The amount of the reduction shall be equal to a portion of the excess of (i) the
total of the separate return tax liabilities of each of the CONSOLIDATED
AFFILIATES computed in accordance with Section 2 of this Agreement, over (ii)
the Federal income tax liability of the Group for the year. The portion of such
reduction attributable to an AFFILIATE shall be computed by multiplying the
total reduction by a fraction, the numerator of which is the value of the tax
benefits contributed by the AFFILIATE to the Group and the denominator of which
is the value of the total value of such benefits contributed by all CONSOLIDATED
AFFILIATES during the year.


                                       34




For purposes of the foregoing paragraph a deduction of credit generated by a
CONSOLIDATED AFFILIATE which is in excess of the amount required to eliminate
its separate tax return liability but which is utilized in the computation of
the Federal income tax liability of the Group shall be deemed to be a tax
benefit contributed by the CONSOLIDATED AFFILIATE to the Group.

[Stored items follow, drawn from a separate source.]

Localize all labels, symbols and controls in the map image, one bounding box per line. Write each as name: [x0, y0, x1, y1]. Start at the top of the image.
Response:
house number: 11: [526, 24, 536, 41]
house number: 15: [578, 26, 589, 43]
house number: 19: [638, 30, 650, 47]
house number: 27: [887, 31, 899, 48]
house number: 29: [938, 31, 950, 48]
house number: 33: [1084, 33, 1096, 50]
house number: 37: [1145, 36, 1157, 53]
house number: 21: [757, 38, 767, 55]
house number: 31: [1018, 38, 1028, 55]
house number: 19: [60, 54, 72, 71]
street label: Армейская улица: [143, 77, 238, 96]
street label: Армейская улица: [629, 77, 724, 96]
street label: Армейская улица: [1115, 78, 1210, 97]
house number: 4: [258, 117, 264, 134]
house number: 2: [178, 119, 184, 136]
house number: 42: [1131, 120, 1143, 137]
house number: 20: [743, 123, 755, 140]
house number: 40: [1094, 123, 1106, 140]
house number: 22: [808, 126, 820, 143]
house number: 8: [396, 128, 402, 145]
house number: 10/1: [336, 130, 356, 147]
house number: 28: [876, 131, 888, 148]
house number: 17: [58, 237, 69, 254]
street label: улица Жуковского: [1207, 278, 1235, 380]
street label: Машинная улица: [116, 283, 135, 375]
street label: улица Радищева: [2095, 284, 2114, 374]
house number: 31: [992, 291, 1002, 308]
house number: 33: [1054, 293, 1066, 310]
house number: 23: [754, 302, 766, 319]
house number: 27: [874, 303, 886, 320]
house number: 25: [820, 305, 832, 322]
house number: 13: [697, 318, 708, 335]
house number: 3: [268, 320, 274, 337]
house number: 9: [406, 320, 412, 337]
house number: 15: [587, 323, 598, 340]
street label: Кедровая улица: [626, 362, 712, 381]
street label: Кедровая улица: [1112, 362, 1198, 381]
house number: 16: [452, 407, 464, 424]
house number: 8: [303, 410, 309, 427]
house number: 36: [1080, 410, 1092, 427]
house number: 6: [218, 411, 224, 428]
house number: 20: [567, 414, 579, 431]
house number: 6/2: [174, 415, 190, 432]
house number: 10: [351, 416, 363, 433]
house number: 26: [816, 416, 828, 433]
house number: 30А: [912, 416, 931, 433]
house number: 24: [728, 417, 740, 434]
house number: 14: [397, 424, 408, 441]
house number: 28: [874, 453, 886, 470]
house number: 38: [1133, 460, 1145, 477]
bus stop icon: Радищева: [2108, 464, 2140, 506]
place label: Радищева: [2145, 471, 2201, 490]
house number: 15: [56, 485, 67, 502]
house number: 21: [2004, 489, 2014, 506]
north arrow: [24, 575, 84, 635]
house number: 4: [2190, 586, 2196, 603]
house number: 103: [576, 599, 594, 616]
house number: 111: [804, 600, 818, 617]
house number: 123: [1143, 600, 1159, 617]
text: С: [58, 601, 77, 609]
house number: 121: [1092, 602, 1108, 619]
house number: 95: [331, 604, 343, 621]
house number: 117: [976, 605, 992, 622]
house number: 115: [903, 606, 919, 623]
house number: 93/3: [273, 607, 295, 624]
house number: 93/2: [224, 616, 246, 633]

The value of a
deduction which constitutes such a benefit shall be determined by applying the
current corporate income tax rate, presently 46 percent, to the amount for the
deduction. The value of a credit that constitutes such a benefit shall be the
tax savings, currently 100 percent thereof. The value of capital losses used to
offset capital gains shall be computed at the then current rate applicable to
capital gains for corporations.

4. Payment of Estimated Taxes. Prior to the paying and filing of estimated
consolidated tax declaration by UNITIL, each of the AFFILIATES included in such
estimated tax declaration shall pay to UNITIL the amount, if any, of the
estimated Federal income tax for which the AFFILIATE would have been liable for
that year, computed as though that AFFILIATE had filed a separate estimated tax
declaration for such year.

5. Tax Adjustments. In the event of any adjustments to the consolidated tax
return as filed (by reason of an amended return, a claim for refund of an audit
by the Internal Revenue Service), the liability, if any, of each of the
AFFILIATES under Sections 2, 3, and 4 shall be redetermined to give effect to
any such adjustment as if it had been made as part of the original computation
of tax liability, and payments between UNITIL and the appropriate AFFILIATES
shall be made within 120 days after any such payments are made or refunds are
received, or, in the case of contested proceedings, within 120 days after a
final determination of the contest.

Interest and penalties, if any, attributable to such an adjustment shall be paid
by each AFFILIATE to UNITIL in proportion to the increase in such AFFILIATE'S
separate return tax liability that is required to be paid to UNITIL, as computed
under Section 2.

6. Subsidiaries of Affiliates. If at any time, any of the AFFILIATES acquire or
creates one or more subsidiary corporations that are includable corporations of
the Group, they shall be subject to this Agreement and all references to the
AFFILIATES herein shall be interpreted to include such subsidiaries as a group.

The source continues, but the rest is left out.